╭─ Material supplied

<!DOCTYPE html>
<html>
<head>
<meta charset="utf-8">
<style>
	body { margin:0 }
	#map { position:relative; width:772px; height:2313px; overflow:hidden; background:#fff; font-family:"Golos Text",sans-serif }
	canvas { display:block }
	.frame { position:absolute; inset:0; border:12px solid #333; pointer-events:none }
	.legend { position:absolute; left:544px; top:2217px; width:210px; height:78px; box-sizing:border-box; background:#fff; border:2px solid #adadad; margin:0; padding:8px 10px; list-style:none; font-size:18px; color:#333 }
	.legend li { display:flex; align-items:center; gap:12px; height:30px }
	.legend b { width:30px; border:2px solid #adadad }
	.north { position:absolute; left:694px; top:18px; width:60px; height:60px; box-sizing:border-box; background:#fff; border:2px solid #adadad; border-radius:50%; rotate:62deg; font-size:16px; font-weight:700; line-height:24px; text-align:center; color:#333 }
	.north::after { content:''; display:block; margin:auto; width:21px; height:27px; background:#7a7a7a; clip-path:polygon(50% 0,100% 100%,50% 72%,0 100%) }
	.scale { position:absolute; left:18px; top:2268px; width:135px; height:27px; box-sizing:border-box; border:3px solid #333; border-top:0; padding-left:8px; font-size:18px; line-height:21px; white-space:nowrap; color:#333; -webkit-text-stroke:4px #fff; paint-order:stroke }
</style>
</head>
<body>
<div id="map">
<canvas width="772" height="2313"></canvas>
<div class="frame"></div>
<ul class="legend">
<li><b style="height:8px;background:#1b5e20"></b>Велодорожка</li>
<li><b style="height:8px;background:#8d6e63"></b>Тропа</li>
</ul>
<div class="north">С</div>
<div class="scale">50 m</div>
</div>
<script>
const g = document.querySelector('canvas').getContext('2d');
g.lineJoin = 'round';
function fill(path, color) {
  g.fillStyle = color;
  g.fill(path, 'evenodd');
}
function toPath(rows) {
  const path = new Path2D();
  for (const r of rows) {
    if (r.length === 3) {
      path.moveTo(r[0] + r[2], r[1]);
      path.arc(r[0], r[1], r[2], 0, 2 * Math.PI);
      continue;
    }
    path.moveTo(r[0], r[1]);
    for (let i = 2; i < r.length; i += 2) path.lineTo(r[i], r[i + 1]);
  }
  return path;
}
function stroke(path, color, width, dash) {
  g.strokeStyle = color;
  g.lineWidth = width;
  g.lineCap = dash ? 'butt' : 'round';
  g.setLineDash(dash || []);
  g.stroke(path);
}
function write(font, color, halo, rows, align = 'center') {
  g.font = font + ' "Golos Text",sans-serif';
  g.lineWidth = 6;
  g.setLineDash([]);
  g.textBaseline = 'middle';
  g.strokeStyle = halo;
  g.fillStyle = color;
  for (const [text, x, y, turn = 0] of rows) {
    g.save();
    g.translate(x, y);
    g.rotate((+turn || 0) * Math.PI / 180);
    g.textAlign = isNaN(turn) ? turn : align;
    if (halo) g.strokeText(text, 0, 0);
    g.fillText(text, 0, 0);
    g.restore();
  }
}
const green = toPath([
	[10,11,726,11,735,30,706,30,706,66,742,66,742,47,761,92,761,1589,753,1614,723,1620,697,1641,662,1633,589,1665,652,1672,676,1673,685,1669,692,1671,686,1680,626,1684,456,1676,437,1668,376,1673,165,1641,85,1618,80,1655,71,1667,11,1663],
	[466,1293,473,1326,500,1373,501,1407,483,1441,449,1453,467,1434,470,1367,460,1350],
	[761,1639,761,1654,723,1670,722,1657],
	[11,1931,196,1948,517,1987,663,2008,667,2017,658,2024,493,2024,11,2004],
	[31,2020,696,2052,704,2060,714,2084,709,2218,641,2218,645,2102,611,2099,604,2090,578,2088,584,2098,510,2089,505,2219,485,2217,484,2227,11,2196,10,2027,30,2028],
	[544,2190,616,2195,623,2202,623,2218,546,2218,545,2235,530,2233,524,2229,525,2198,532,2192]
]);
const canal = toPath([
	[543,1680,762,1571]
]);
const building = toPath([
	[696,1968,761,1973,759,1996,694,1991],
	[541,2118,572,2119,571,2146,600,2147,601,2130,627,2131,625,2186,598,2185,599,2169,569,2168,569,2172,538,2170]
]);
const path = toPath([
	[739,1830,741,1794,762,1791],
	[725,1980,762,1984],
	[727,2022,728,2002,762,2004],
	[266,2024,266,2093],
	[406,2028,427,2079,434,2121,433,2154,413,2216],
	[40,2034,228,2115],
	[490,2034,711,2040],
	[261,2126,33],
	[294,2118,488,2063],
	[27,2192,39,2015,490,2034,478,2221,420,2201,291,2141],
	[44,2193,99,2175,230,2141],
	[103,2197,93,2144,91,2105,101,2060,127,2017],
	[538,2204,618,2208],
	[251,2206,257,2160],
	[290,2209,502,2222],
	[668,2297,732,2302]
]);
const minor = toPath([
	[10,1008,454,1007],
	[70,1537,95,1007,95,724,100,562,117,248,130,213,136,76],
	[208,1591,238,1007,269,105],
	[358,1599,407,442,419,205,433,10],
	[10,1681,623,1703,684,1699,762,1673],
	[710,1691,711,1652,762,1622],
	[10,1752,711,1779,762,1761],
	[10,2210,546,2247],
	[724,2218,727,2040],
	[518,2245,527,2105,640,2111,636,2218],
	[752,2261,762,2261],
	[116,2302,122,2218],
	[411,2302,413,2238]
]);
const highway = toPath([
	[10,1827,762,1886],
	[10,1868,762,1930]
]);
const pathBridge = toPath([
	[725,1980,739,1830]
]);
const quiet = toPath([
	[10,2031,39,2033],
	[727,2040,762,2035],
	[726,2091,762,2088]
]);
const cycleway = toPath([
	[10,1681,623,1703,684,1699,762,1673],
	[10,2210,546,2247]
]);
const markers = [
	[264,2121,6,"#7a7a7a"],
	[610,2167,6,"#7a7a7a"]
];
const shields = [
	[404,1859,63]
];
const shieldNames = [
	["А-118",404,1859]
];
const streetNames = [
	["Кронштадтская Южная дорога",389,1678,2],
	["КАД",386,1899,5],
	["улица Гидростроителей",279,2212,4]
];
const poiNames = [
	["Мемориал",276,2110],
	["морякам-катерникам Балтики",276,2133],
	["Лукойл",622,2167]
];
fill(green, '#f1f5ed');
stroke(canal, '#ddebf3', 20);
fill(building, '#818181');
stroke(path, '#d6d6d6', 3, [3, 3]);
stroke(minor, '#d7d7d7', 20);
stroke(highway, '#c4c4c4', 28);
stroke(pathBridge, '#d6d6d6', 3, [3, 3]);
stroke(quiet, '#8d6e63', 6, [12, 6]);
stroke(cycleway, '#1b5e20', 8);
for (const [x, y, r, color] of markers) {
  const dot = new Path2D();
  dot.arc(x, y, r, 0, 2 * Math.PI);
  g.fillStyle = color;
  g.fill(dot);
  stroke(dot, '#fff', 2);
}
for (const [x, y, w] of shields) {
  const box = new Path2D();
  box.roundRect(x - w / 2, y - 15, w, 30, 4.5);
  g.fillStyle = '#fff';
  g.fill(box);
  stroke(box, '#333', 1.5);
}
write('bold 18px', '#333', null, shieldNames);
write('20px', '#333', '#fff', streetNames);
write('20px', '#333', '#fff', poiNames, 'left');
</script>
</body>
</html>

╰─

> [Your task]
In the entries, find every line holding "moveTo" and copy it.

> [Reply]
      path.moveTo(r[0] + r[2], r[1]);
    path.moveTo(r[0], r[1]);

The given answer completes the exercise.